But there’s still a short window to prevent the worst consequences. Scientists agree if we cut emissions sharply and quickly, we could prevent even higher temps and more irreversible damage.

“The reality is, each one of us has to halve our emissions by 2030,” said Melissa Brown-Goodall, senior director of the University of Pennsylvania’s Environmental Innovations Initiative.

How do we do it? One of the problems with transitioning to a so-called “green” life is there’s an absurd number of options, from using metal straws and reusable water bottles to traveling by bicycle or electric car. Just trying to do the right thing for the planet can make your head spin.

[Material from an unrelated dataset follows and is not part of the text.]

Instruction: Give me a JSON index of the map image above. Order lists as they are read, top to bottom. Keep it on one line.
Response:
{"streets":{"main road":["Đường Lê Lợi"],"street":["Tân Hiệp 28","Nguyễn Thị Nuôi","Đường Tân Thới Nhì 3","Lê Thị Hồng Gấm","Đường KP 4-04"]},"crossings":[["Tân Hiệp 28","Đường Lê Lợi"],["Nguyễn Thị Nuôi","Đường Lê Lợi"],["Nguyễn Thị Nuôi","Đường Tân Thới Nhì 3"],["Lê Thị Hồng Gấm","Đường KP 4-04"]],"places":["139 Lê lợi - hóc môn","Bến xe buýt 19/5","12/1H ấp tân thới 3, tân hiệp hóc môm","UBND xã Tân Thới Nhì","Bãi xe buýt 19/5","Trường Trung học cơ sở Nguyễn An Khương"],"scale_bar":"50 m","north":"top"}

“Folks are starting to see ecological disasters, and they’re feeling an immense, overwhelming anxiety from it,” said Rachel Valletta, environmental scientist at the Franklin Institute. “And what that does, psychologically, is it keeps us from acting. Of course, that’s the exact opposite thing that we need to advocate for folks doing right now.”

Here are some tips from Philly climate experts on the most impactful lifestyle changes you can make to lessen the blow on our planet.

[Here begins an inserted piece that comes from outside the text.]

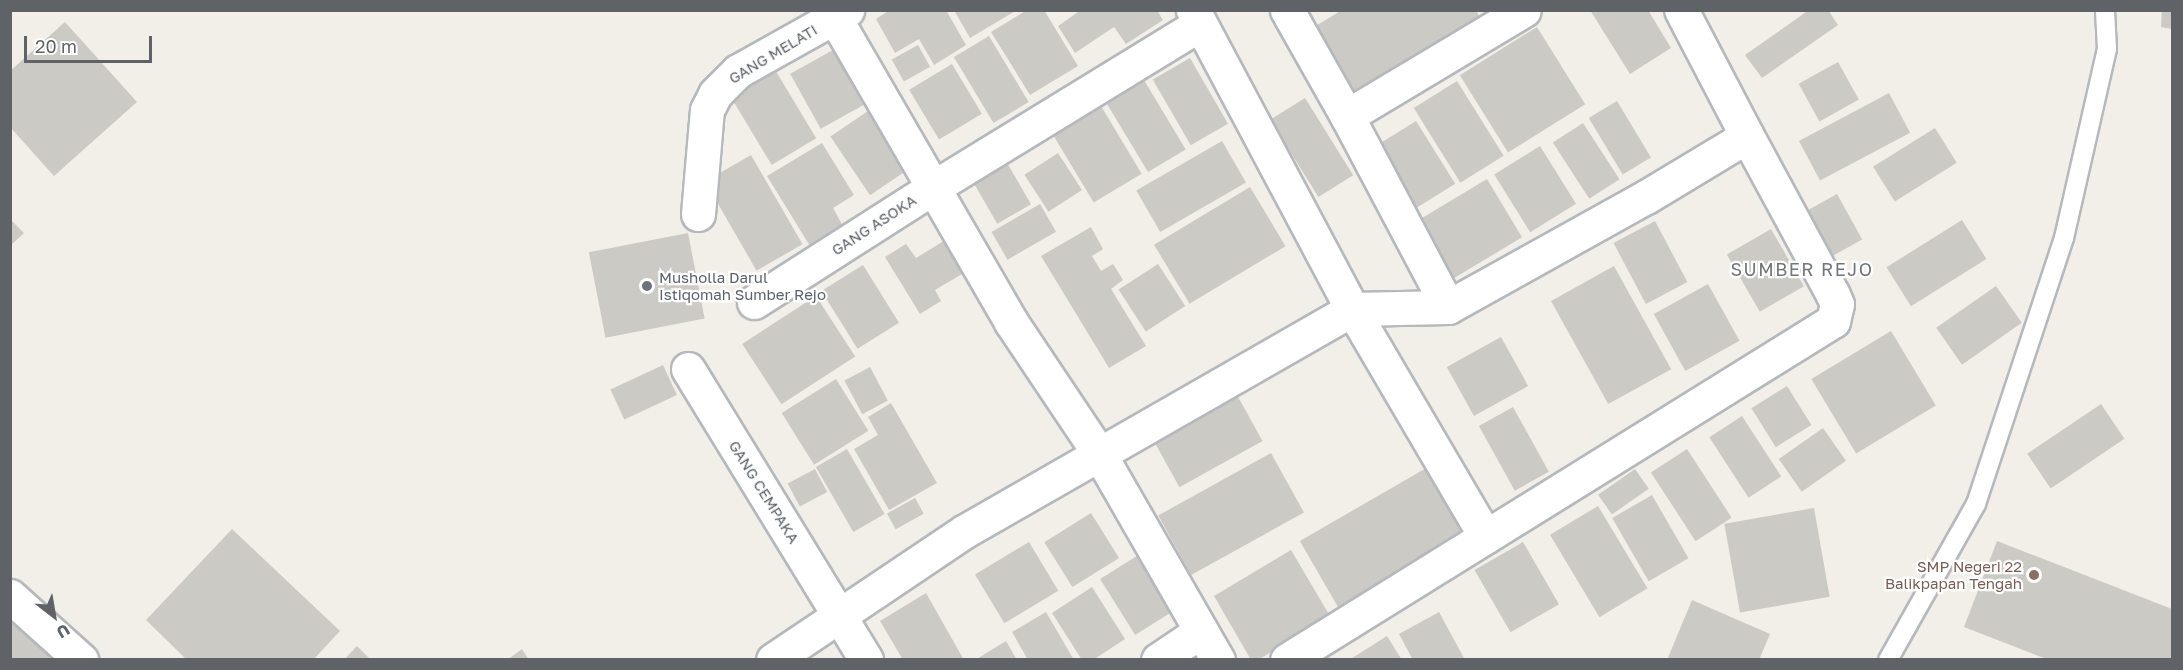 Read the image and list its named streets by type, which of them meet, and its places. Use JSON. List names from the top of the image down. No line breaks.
{"streets":{"street":["GANG MELATI","GANG ASOKA","GANG CEMPAKA"]},"districts":["SUMBER REJO"],"places":["Musholla Darul Istiqomah Sumber Rejo","SMP Negeri 22 Balikpapan Tengah"],"scale_bar":"20 m","north":"bottom right"}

Calculate your carbon footprint

So you want to lessen your personal impact on the environment? Good news. There’s an easy first step.

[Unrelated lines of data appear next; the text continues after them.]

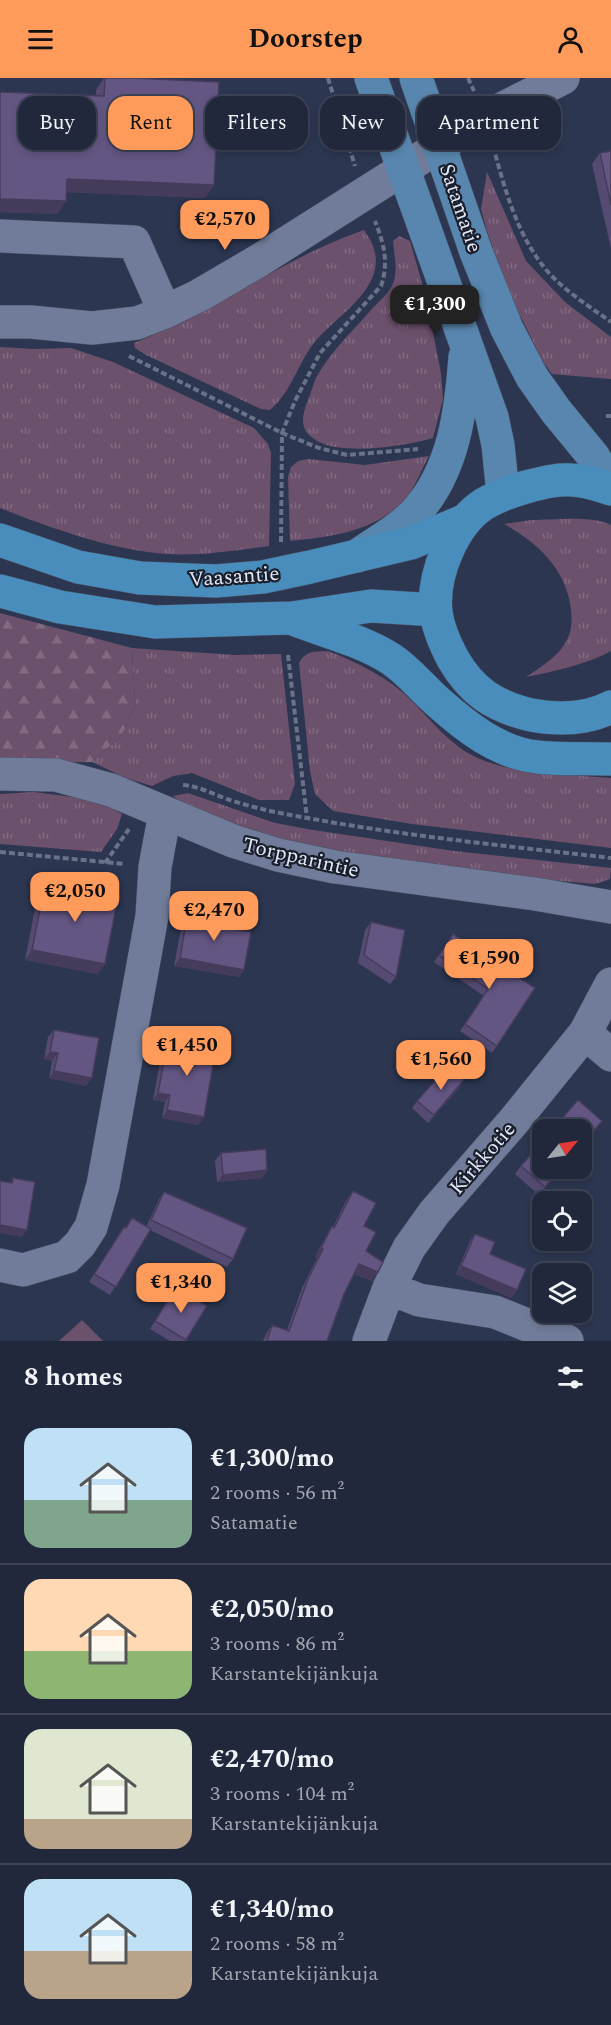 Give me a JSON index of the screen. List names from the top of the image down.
{
  "streets": {
    "highway": ["Vaasantie"],
    "main road": ["Satamatie"],
    "street": ["Torpparintie", "Kirkkotie"]
  },
  "north": "top right",
  "page": {
    "header": "Doorstep",
    "chip": [
      "Buy",
      "Rent",
      "Filters",
      "New",
      "Apartment"
    ],
    "price": [
      "€2,570",
      "€1,300",
      "€2,050",
      "€2,470",
      "€1,590",
      "€1,450",
      "€1,560",
      "€1,340"
    ],
    "heading": "8 homes",
    "list": [
      {
        "name": "€1,300/mo",
        "note": "2 rooms · 56 m² · Satamatie"
      },
      {
        "name": "€2,050/mo",
        "note": "3 rooms · 86 m² · Karstantekijänkuja"
      },
      {
        "name": "€2,470/mo",
        "note": "3 rooms · 104 m² · Karstantekijänkuja"
      },
      {
        "name": "€1,340/mo",
        "note": "2 rooms · 58 m² · Karstantekijänkuja"
      }
    ]
  }
} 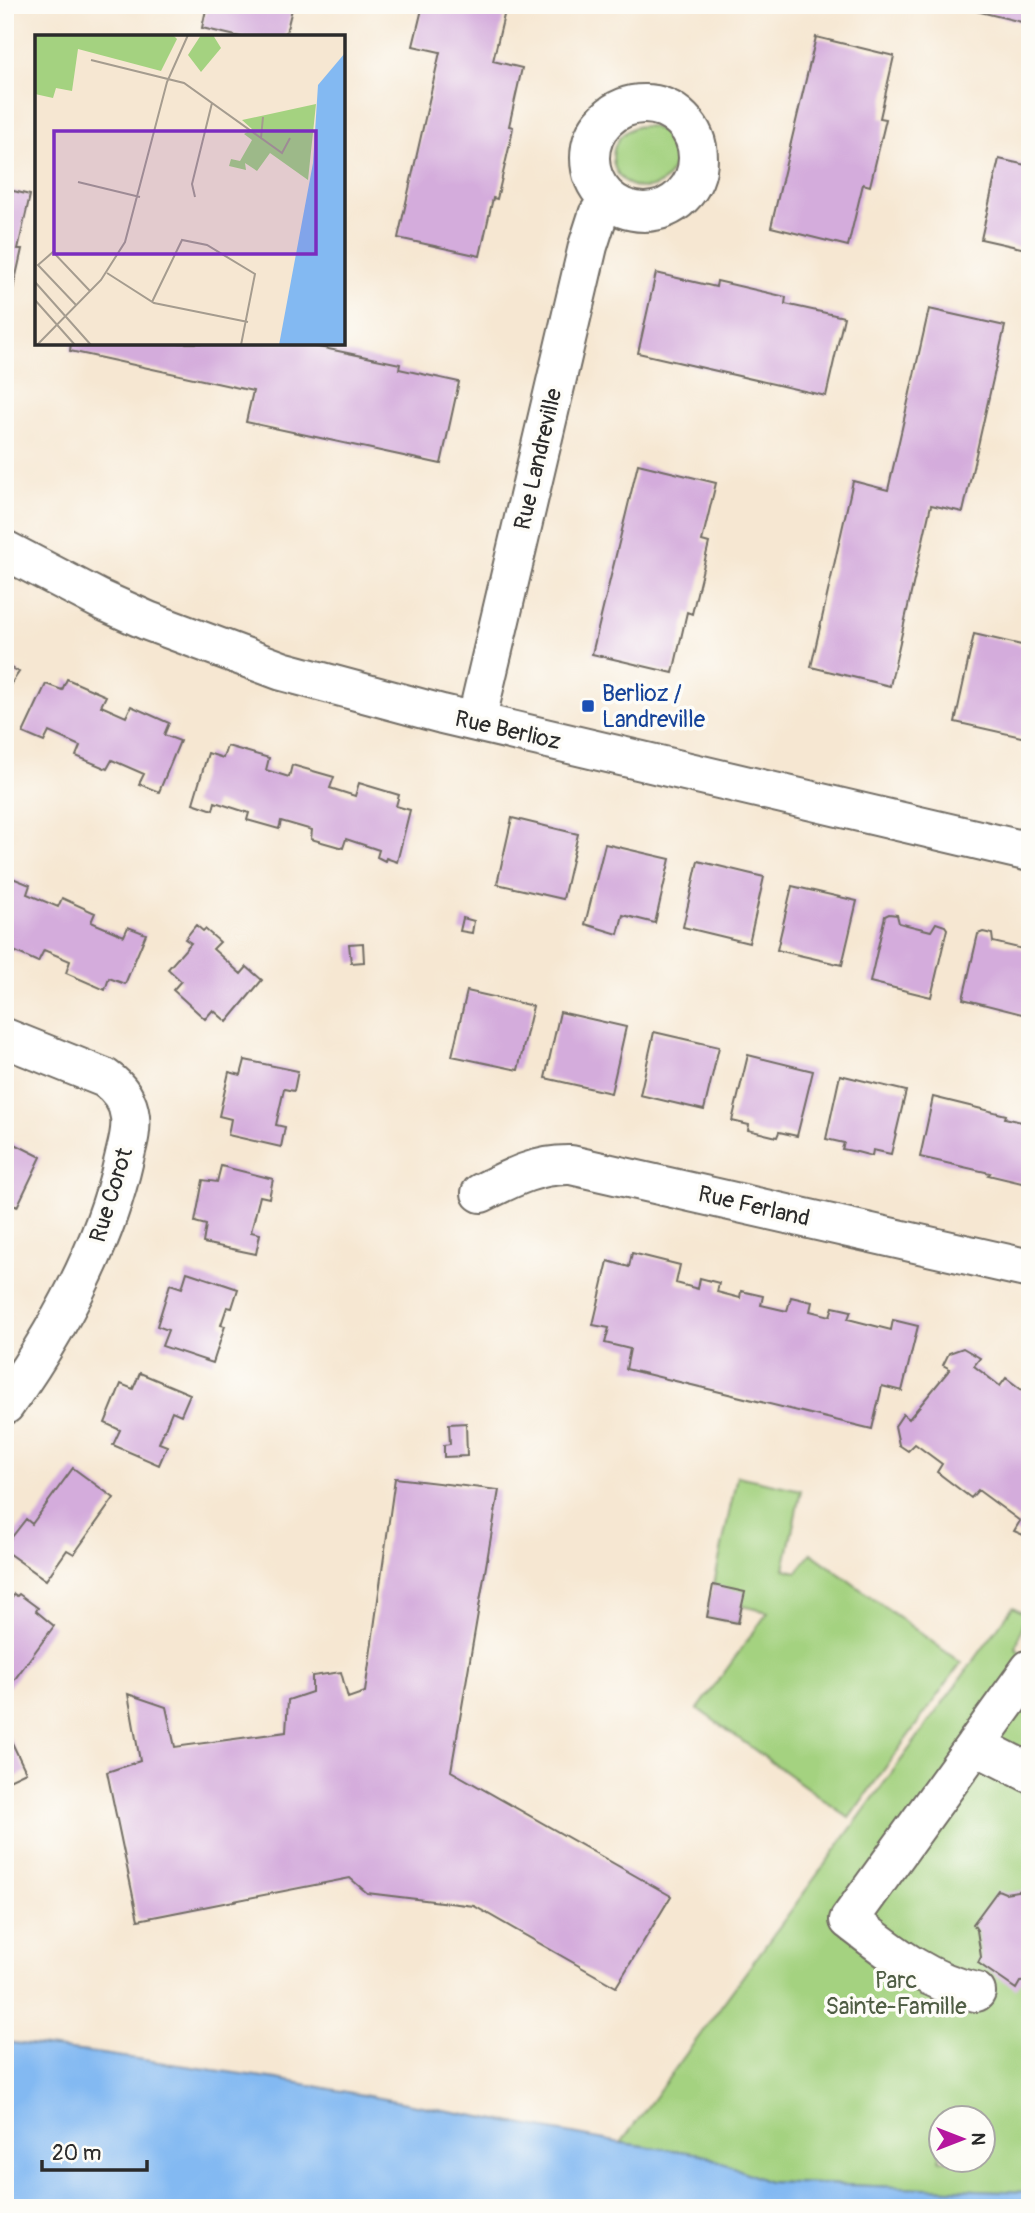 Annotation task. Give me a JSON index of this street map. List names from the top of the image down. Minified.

“One of the first things folks who are interested in being part of the solution should do is calculate their carbon footprint,” said Brown-Goodall, of UPenn. “That which is measured is managed.”

There’s a ton of calculators out there on the internet. On the EPA’s, for example, you enter info like how much your electric bill costs each month, how you get around, and how much you waste. It’ll calculate your carbon info and likely offer some areas where you could do better.

Said Brown-Goodall of suggested initial changes, “There should be some low hanging fruit.”

Eat less meat

This tip is often the one people least want to hear, scientists say — but it’s also among the most effective: Cut meat from your diet.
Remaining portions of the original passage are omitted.